IPS-Inter Press Service Deutschland GmbH
IPS-Tagesdienst vom 18. März 2013

Kambodscha: Palmzuckerprovinz Kampong Speu wirbt um Touristen - Pfefferprovinz Kampot als Vorbild

von Michelle Tolson



Kampot, Kambodscha, 18. März (IPS) - Reisfelder, umrahmt von Palmen - die im Südosten Kambodschas gelegene Provinz Kampong Speu bietet einen malerischen Anblick. Hinter der idyllischen Oberfläche wird jedoch darum gekämpft, der natürlichen Schönheit der Region mehr internationale Anziehungskraft zu verleihen und das Los der armen Bauern zu verbessern.

Die benachbarte Provinz Kampot, die an das Meer angrenzt, ging bereits vor vier Jahren mit gutem Beispiel voran. 2009 wurde Kampot in Kambodscha das, was die Champagne in Frankreich ist, nämlich eine Region mit Herkunftsgütesiegel (Geographical Indication - GI), das dort produzierten Spezialitäten einen höheren Marktwert garantiert.

Laut einem Bericht des kambodschanischen Handelsministeriums muss ein solches GI-Produkt einen Bezug zu den Charakteristika des Herstellungsgebiets haben und bei den Verbrauchern positive Assoziationen hervorrufen. Die Auszeichnung verpflichtet die Bauern ferner zur Verwendung natürlicher Düngemittel und Biopestizide. Auch müssen sie das Wasser auf eine mögliche Belastung mit Arsen testen.

In Kampot wird Pfeffer geerntet, den europäische Gourmets für den besten in der Welt halten. Die Produzenten erhalten mehr Geld als andere Bauern in dem südostasiatischen Land mit rund 14 Millionen Einwohnern, von denen 30 Prozent mit weniger als umgerechnet einem US-Dollar pro Tag auskommen müssen.

Kampong Speu verfügt über sandige Böden, die in der Region einzigartig sind. Die Provinz wurde für ihren Palmzucker GI-zertifiziert. Seit 2009 steht das umweltfreundliche Erzeugnis jedoch zunehmend im Schatten von Rohrzucker aus industrieller Massenproduktion. Als das Handelsabkommen 'Alles außer Waffen' (EBA) mit der EU die Zuckerexporte in die Höhe trieb, wurde Kampong Speu weitgehend mit armen Familien assoziiert, die ihr Land verlassen mussten, um großen Zuckerplantagen Platz zu machen.
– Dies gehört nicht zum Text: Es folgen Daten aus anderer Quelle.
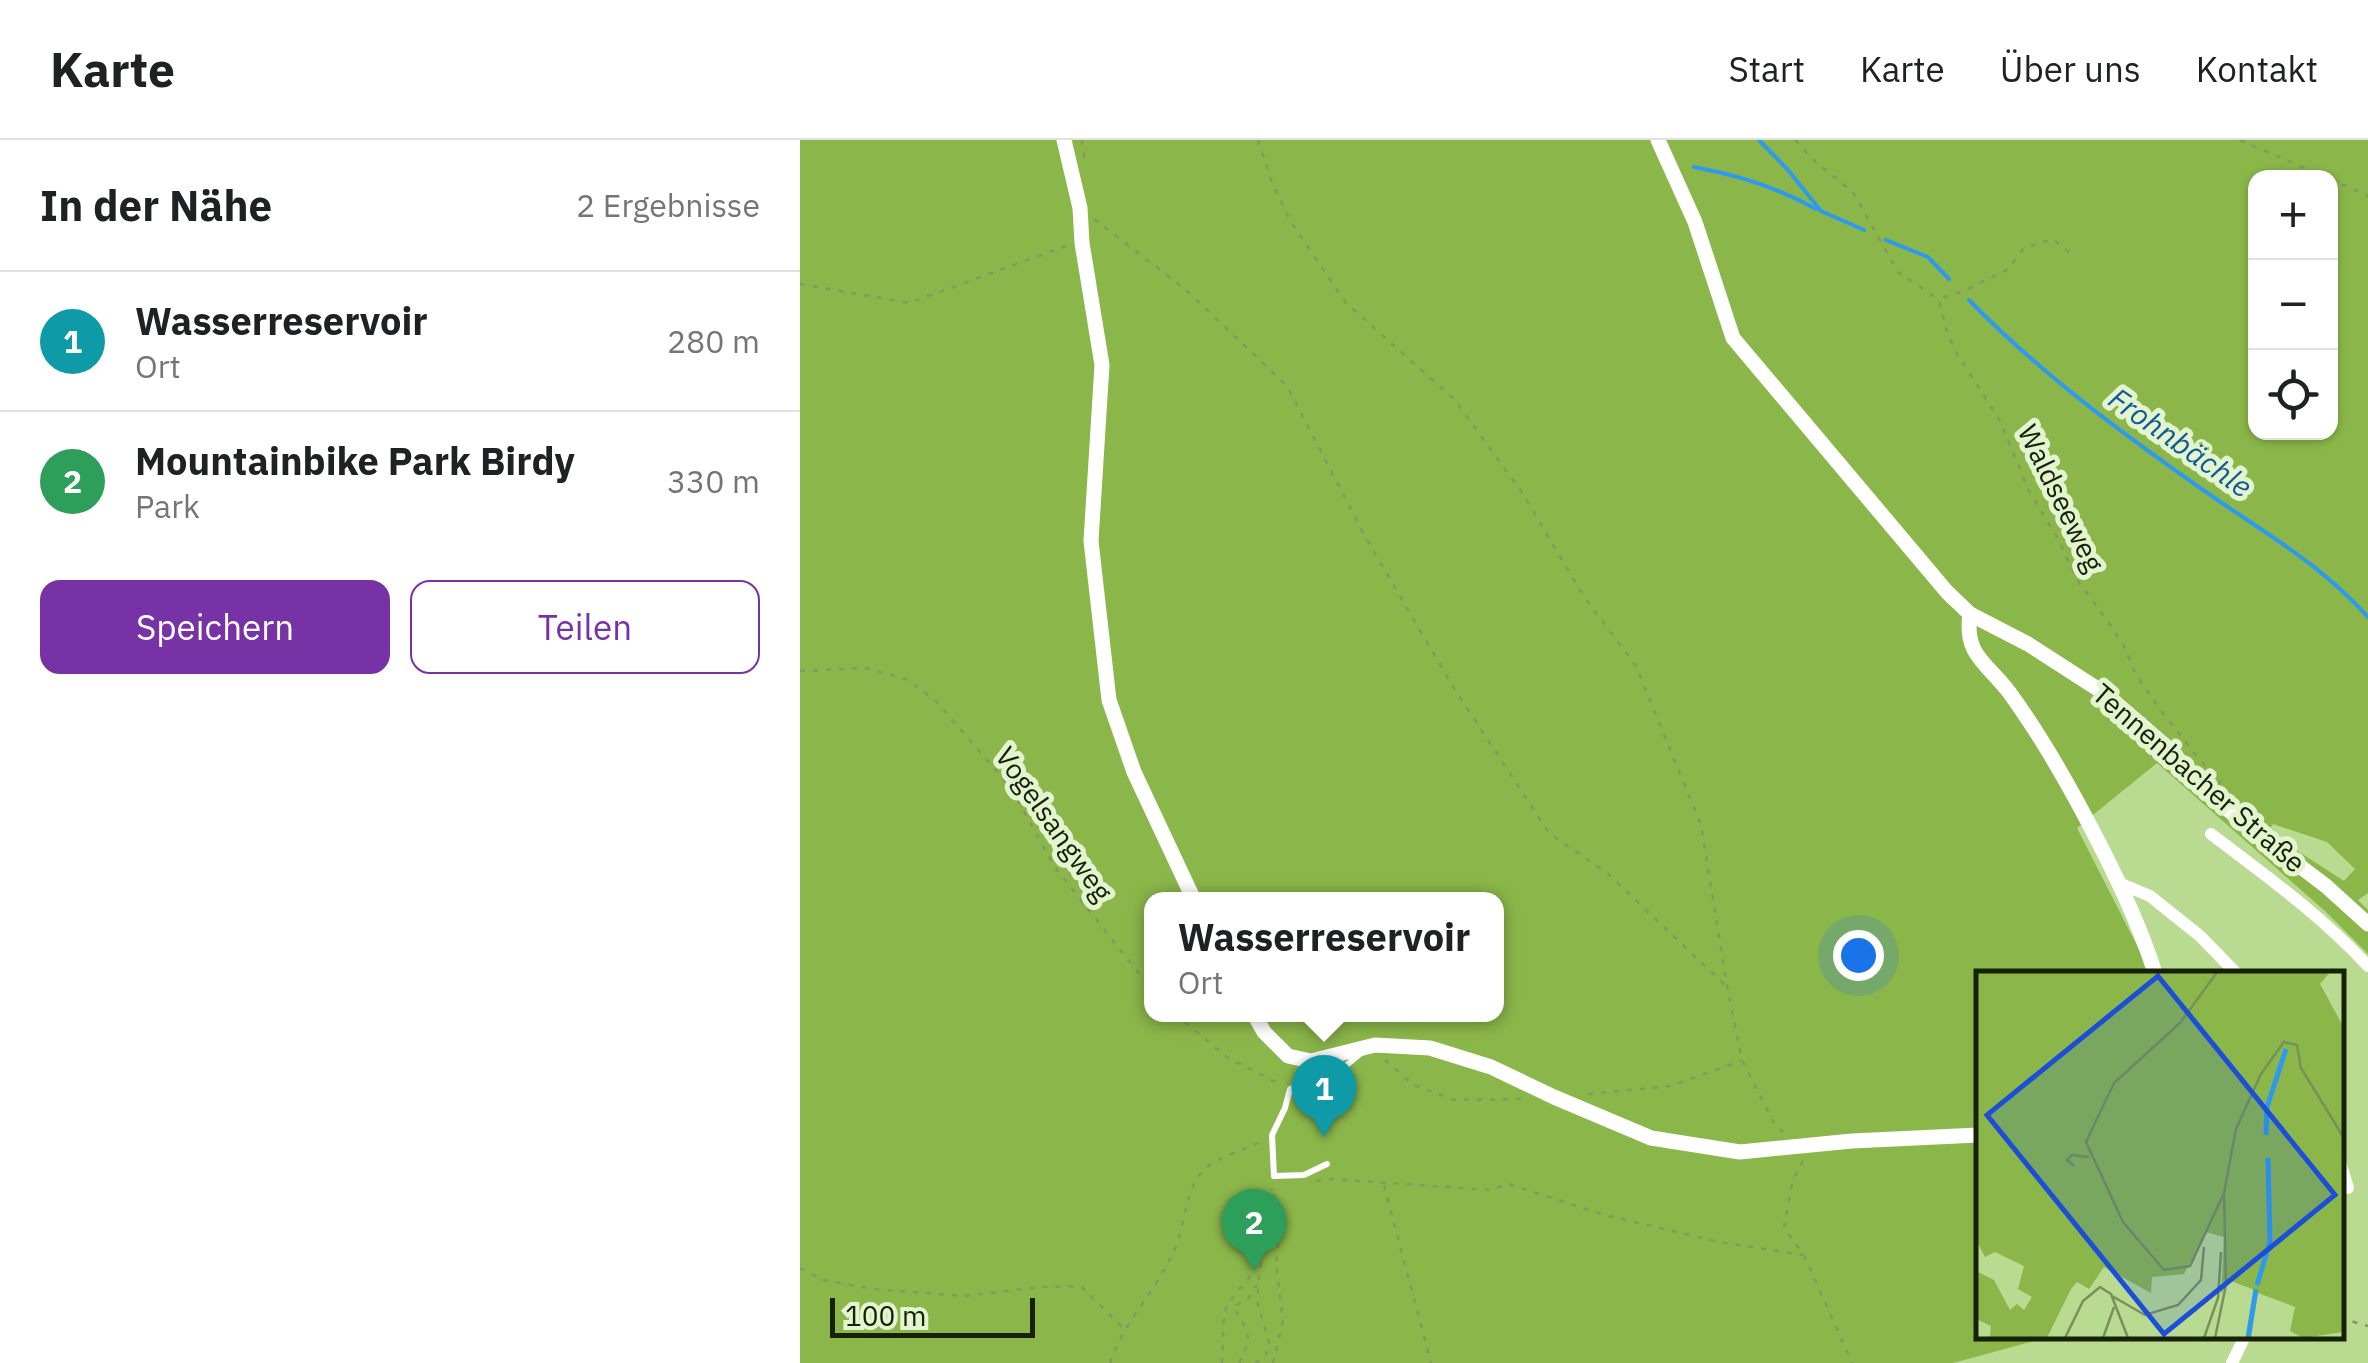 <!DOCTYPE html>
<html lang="de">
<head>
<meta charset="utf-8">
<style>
  body { margin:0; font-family:"IBM Plex Sans",sans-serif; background:#f2f2f2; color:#202124 }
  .controls { position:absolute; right:30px; top:30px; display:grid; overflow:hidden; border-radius:20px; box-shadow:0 2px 8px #0004 }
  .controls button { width:90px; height:90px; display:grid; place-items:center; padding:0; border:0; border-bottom:2px solid #e0e0e0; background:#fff; color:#202124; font:50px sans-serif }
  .scale { position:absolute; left:30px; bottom:25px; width:205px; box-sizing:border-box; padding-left:10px; border:5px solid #162105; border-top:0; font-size:28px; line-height:35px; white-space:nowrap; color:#162105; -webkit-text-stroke:8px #e3f4d0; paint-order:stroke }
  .you { position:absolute; left:1058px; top:815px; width:35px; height:35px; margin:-25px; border:8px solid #fff; border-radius:50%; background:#1a73e8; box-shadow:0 0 0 15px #1a73e833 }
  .badge { display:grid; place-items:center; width:65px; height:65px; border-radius:50%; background:#7732a6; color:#fff; font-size:32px; font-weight:700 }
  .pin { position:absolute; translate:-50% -82px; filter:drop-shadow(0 2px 5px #0008) }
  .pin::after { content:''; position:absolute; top:52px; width:35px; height:30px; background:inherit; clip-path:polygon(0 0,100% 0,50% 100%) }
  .popup { position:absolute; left:344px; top:752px; width:360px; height:130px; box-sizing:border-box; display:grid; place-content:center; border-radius:20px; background:#fff; filter:drop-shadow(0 2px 8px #0005); font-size:32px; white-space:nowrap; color:#757577 }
  .popup b { font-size:38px; color:#202124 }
  .popup::after { content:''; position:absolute; left:50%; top:100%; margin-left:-20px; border:20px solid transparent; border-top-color:#fff }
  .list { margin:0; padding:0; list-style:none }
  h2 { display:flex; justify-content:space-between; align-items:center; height:130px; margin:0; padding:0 40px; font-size:42px }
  h2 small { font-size:32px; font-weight:400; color:#757577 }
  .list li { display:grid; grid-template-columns:65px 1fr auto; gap:30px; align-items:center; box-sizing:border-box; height:140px; padding:0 40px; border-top:2px solid #e0e0e0 }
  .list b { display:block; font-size:38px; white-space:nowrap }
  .list p { margin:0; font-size:32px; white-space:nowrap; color:#757577 }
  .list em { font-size:32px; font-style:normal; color:#757577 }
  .actions { display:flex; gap:20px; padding:30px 40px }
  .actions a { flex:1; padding:22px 0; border:2px solid #7732a6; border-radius:20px; text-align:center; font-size:35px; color:#7732a6 }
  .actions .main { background:#7732a6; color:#fff }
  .icon { flex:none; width:55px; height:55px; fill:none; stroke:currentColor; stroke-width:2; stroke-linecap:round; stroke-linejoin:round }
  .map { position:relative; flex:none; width:1568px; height:1223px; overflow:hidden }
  header { display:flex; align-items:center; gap:60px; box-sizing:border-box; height:140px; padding:0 50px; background:#fff; border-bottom:2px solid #e0e0e0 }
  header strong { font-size:48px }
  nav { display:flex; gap:55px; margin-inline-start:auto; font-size:35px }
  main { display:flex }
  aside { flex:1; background:#fff }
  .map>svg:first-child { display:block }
  .green { fill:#8bb74a; fill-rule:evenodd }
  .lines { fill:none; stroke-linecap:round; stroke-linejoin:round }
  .stream { stroke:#2e99ef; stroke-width:4 }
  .path { stroke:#819a61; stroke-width:2.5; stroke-dasharray:5 8; stroke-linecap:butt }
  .service { stroke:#fff; stroke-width:6 }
  .minor { stroke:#fff; stroke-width:12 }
  .tertiary { stroke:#fff; stroke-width:15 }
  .labels { text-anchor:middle; stroke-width:10; stroke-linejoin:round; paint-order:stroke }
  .street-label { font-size:28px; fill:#162105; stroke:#e3f4d0 }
  .water-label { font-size:30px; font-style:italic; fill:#125a92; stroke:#e3f4d0 }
  .inset-river { fill:none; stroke:#2e99ef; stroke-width:5 }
  .inset-road { fill:none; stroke:#789059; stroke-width:2.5 }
  .view { fill:#1d4ed8; fill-opacity:0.15; stroke:#1d4ed8; stroke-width:5 }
  .inset-edge { fill:none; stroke:#162105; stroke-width:5 }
</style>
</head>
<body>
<header>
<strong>Karte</strong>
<nav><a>Start</a><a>Karte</a><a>Über uns</a><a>Kontakt</a></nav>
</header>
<main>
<aside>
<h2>In der Nähe<small>2 Ergebnisse</small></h2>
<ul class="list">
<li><span class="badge" style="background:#0f9aa8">1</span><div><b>Wasserreservoir</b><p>Ort</p></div><em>280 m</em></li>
<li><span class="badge" style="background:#2e9e5b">2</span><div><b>Mountainbike Park Birdy</b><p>Park</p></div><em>330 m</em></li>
</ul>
<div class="actions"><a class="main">Speichern</a><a>Teilen</a></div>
</aside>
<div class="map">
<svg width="1568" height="1223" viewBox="0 0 1568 1223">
  <rect width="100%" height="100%" fill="#b9da91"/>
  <path class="green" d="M0,0h1568v753l-10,7 10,10v44l-42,-42 -169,-149 -80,65 74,145h-173v363h74l-99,27h-1153zM1456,38h74v254h-74zM1473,684l54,18 28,27 -11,12 -76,-49zM352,760h344v114h-344z"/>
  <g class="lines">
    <g class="stream">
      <path d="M959,0l29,30 33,41 43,19"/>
      <path d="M894,27c44,8 83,20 122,42"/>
      <path d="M1086,100l42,17 21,22"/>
      <path d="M1169,160c71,73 154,134 237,192 60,42 112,70 162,125"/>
    </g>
    <g class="path">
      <path d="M282,0l2,18"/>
      <path d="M458,0l14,43 19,39 55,81 108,96 69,95 61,103 52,69 65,159 26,161 15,74 33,65 8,7"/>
      <path d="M995,0l17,19 41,33 45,80 40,27"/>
      <path d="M1440,0l88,38"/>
      <path d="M1530,39l38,17"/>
      <path d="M294,79l91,70 102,97 80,154 88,150 94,143 58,40 118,112"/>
      <path d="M1269,112l-16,-13 -29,9 -16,21 -44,22 -25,8 7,30 10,23 44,69 29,70 28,46 21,44 33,45 15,24 9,23 21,31 39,50 26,29"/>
      <path d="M0,144l109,19 157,-57"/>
      <path d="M0,531l65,-3 41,11 31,23 74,86 43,78 98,124"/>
      <path d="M375,874l53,44 54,27"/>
      <path d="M585,920l29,25 40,15 67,-1"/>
      <path d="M788,954l82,-8 71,-25"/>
      <path d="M520,958l15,-14"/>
      <path d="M1003,1021l-10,18 -9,49 20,27 48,108"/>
      <path d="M516,1041l16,-2 158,11 18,-6 97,31 114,27 84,13"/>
      <path d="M584,1045l47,178"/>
      <path d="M472,1055l6,3 2,31 -4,35 7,56 -10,43"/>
      <path d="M0,1128l23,12 51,9 90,7 77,-9 40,-1 44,44"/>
      <path d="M1540,1178l28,8"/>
      <path d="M310,1223c13,-40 44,-70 62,-108 11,-22 13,-55 24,-75 13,-23 44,-27 66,-39"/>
      <path d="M422,1223l2,-51 11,-19 11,-10 13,-22"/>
      <path d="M439,1223c14,-27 10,-31 -6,-56l15,-8 9,-14"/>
      <path d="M455,1223l9,-5 6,-12 -12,-42v-20l14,-96"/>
    </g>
    <path class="service" d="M527,1024l-23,11 -30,1 -2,-41 13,-27 5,-19 52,-20 19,-16"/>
    <g class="minor">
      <path d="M1411,694c54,41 111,82 157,132"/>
      <path d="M1319,743l31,13 50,40 36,37"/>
      <path d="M1540,1022l8,26"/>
      <path d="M1432,1223l13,-27"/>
    </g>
    <g class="tertiary">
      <path d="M264,0l16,68 2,35 20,122 -11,176 18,159 25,72 60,128"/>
      <path d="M858,0l37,82 38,116 214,254 23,22 58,30 76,49 66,57 37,41 40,35 79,60 42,38"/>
      <path d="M1170,474c-6,41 16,48 39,78 35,48 64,100 91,153 21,41 41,84 55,128"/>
      <path d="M454,874l10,18 24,24 23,5 64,-16 55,3 61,19 63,30 97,41 89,14 112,-11 126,-6"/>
    </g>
  </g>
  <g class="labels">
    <g class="street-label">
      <text transform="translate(1261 358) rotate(64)" y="10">Waldseeweg</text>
      <text transform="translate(1399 638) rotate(41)" y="10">Tennenbacher Straße</text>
      <text transform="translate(254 684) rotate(55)" y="10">Vogelsangweg</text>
    </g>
    <g class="water-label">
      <text transform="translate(1380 303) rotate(35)" y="10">Frohnbächle</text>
    </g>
  </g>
  <g transform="translate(1176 831)">
    <rect width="368" height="368" fill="#b9da91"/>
    <path d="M0,0h355l-11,13 23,42v306l-40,6 -13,-7 5,-24 -37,-14 -7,45h-5l9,-48 -27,-10 -7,15 3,-58 -18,-5 -22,42 -32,3 -1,16 -47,-26 -15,22 -12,-7 -6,7 -24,49h-71l14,-1 1,-11 -15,-7v-48l18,9 16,30 7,-6 7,6 8,-13 -14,-8 6,-23 -29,-14 -10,5 -9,-17z" fill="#8bb74a"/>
    <path class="inset-river" d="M290,164l1,-28 19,-58M281,314l13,-43 -2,-84M272,367l8,-49"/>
    <path class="inset-road" d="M242,0l-38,52 -66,60 -28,59 37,80 41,48 26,-4 34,-73 12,-64 25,-55 23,-32 13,3 4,23 43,70M98,195l-7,-6 5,-5 17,2M136,325l33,19 33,-10 23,-25 3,-33M89,367l18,-37 17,-14 11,7 17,44M127,367l11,-31M228,367l14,-40 3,-46M239,367l11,-53 -2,-92"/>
    <path class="view" d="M182,5l177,219 -171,139 -177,-219z"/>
    <rect width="368" height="368" class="inset-edge"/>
  </g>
</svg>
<div class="controls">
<button>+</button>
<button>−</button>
<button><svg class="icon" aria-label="locate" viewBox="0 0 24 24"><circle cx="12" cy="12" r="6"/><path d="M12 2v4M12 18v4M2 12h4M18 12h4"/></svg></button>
</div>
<div class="scale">100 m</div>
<div class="you"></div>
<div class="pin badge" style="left:524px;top:997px;background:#0f9aa8">1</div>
<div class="popup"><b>Wasserreservoir</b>Ort</div>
<div class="pin badge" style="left:454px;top:1131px;background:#2e9e5b">2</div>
</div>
</main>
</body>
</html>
Das Ursprungsgütesiegel hat daher in den beiden Regionen völlig unterschiedliche Auswirkungen gezeigt. Experten glauben, dass die Diskrepanz daraus resultiert, dass sich die Provinzen in ihrer Darstellung nach außen unterscheiden.


Pfeffer-Region Kampot profitiert auch von Tourismus

Kampot weckt mit seinen Stränden sofort Gedanken an Urlaub, lockt mit schmucken Bauten aus der französischen Kolonialzeit und hat Bauern, die französischen Köchen das 'schwarze Gold Pfeffer' liefern. Die Provinz hat nach Regierungsangaben zudem 46 Pensionen mit insgesamt etwa 550 Zimmern sowie sechs Hotels mit 353 Zimmern zu bieten.

Die Tourismuswirtschaft in Kampot ist eng mit dem Pfefferhandel verbunden. Motorradtaxis bringen die Ware von den Bauern direkt zu den Käufern. Rany, ein Fremdenführer und Motorradtaxifahrer, hat eine Liste mit Abnehmern, die den Pfeffer in Kambodscha kaufen und ihn dann im Ausland weiterverkaufen.

Kampong Speu ist dagegen für die Kombination aus Landwirtschaft und Industrie bekannt. Bis jetzt ist es der Provinz nicht gelungen, eine größere Zahl von Touristen anzuziehen. Infolgedessen ist der dort hergestellte Palmzucker nicht sonderlich bekannt.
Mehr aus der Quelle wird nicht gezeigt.